One-pieces, high waists and generous necklines, à la Virna Lisi or Isabella Ferrari in the days of Sapore di Mare or à la Anita Ekberg of the Fellini golden era. Made in Italy chooses to step out of the canonical skimpy bikinis and sexy trikinis and return to the origins of a coastal sensuality that still dictates history. The latest exemplary example of Dolce Vita aesthetics has given us Emilio Pucci, which chose Capri as the perfect setting for the relaunch of the brand, now in the hands of creative director Camille Micieli.

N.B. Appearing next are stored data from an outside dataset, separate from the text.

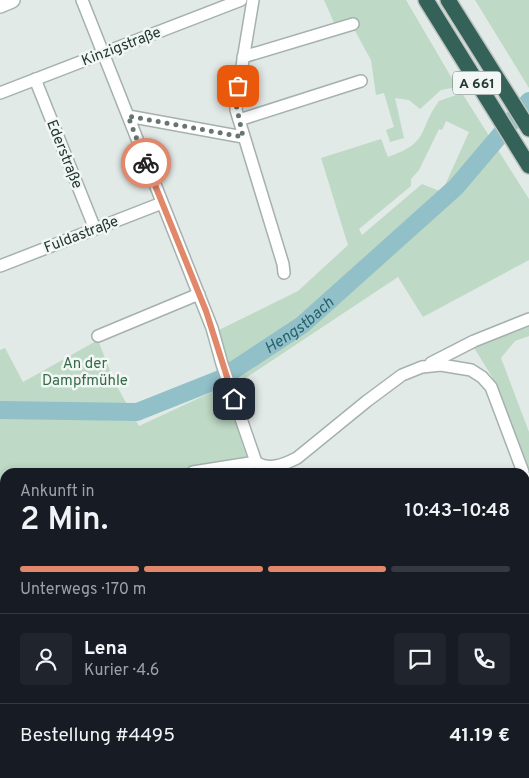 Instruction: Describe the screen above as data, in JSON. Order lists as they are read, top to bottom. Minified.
{"streets":{"highway":["A 661"],"street":["Kinzigstraße","Ederstraße","Fuldastraße"]},"crossings":[["Kinzigstraße","Ederstraße"],["Ederstraße","Fuldastraße"]],"water":["Hengstbach"],"parks":["An der Dampfmühle"],"page":{"heading":["2 Min.","Ankunft in","10:43–10:48"],"panel":["Lena","Kurier · 4.6","Bestellung #4495","41.19 €"],"bar":"Unterwegs · 170 m"}} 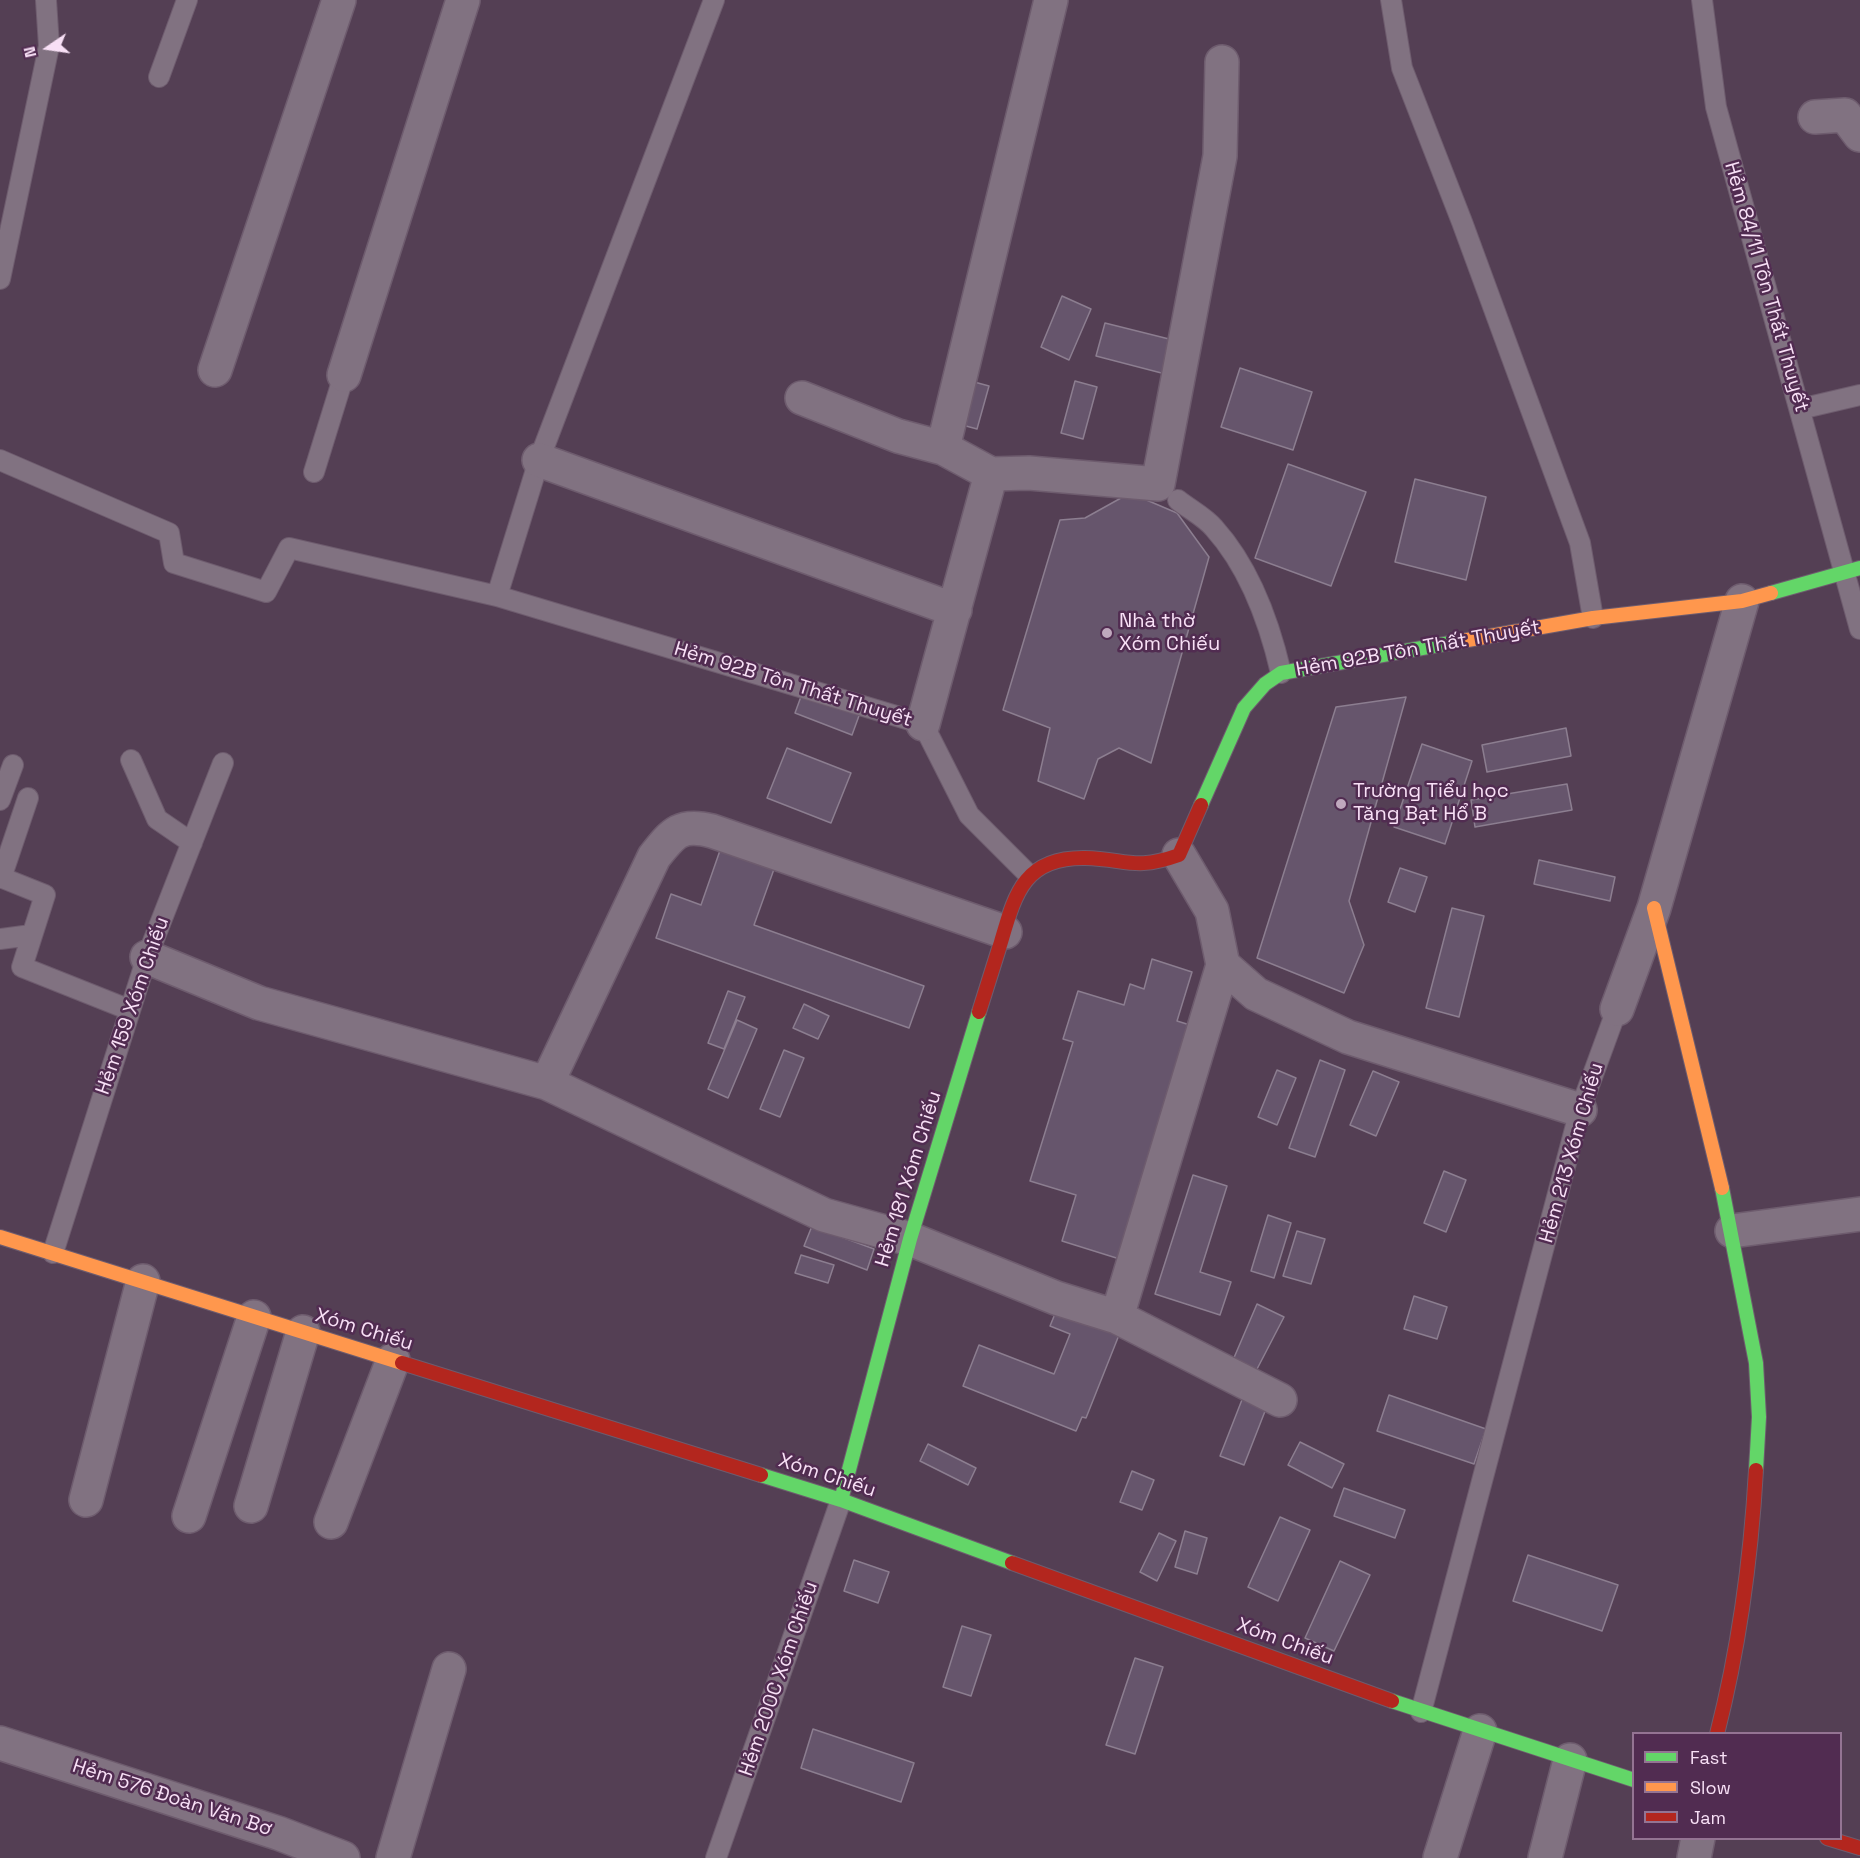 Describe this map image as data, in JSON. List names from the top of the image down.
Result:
{
  "streets": {
    "street": [
      "Hẻm 92B Tôn Thất Thuyết",
      "Hẻm 213 Xóm Chiếu",
      "Hẻm 181 Xóm Chiếu",
      "Xóm Chiếu",
      "Hẻm 576 Đoàn Văn Bơ"
    ],
    "lane": ["Hẻm 84/11 Tôn Thất Thuyết", "Hẻm 159 Xóm Chiếu", "Hẻm 200C Xóm Chiếu"]
  },
  "crossings": [
    ["Hẻm 84/11 Tôn Thất Thuyết", "Hẻm 92B Tôn Thất Thuyết"],
    ["Hẻm 92B Tôn Thất Thuyết", "Hẻm 213 Xóm Chiếu"],
    ["Hẻm 92B Tôn Thất Thuyết", "Hẻm 181 Xóm Chiếu"],
    ["Hẻm 159 Xóm Chiếu", "Xóm Chiếu"],
    ["Hẻm 213 Xóm Chiếu", "Xóm Chiếu"],
    ["Hẻm 181 Xóm Chiếu", "Xóm Chiếu"],
    ["Hẻm 181 Xóm Chiếu", "Hẻm 200C Xóm Chiếu"],
    ["Xóm Chiếu", "Hẻm 200C Xóm Chiếu"]
  ],
  "places": ["Nhà thờ Xóm Chiếu", "Trường Tiểu học Tăng Bạt Hổ B"],
  "legend": ["Fast", "Slow", "Jam"],
  "north": "left"
}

In made in Italy, just look, for example, under Rosie B, who has dedicated her line to a touch of "healthy Italian slowness," or again under Virginia Varinelli Beachwear, who has dubbed her swimsuits with the names of Portofino's emblematic beaches, or Lido, which, in collaboration with Issimo, has created a capsule collection in shades that recall Spritz and Negroni cocktails.

 

La Dolce Vita also has a fragrance

Citrus like bergamot but also salt crystals and the purity of sheets. There are olfactory maisons that have transported La Dolce Vita directly within fragrances and soaps. For example, Carthusia, a brand made in Capri, has dedicated its A'mmare sillage to diving next to the Faraglioni, while Casa Amalfi makes handmade soaps as they used to be made on the Amalfi Coast, and Officina delle Essenze has given the Dolce Vita a linen scent, celebrating its first 20 years in business. For those who also want to scent the table, Aquazzura's hyper Instagrammable home collection comes to the rescue.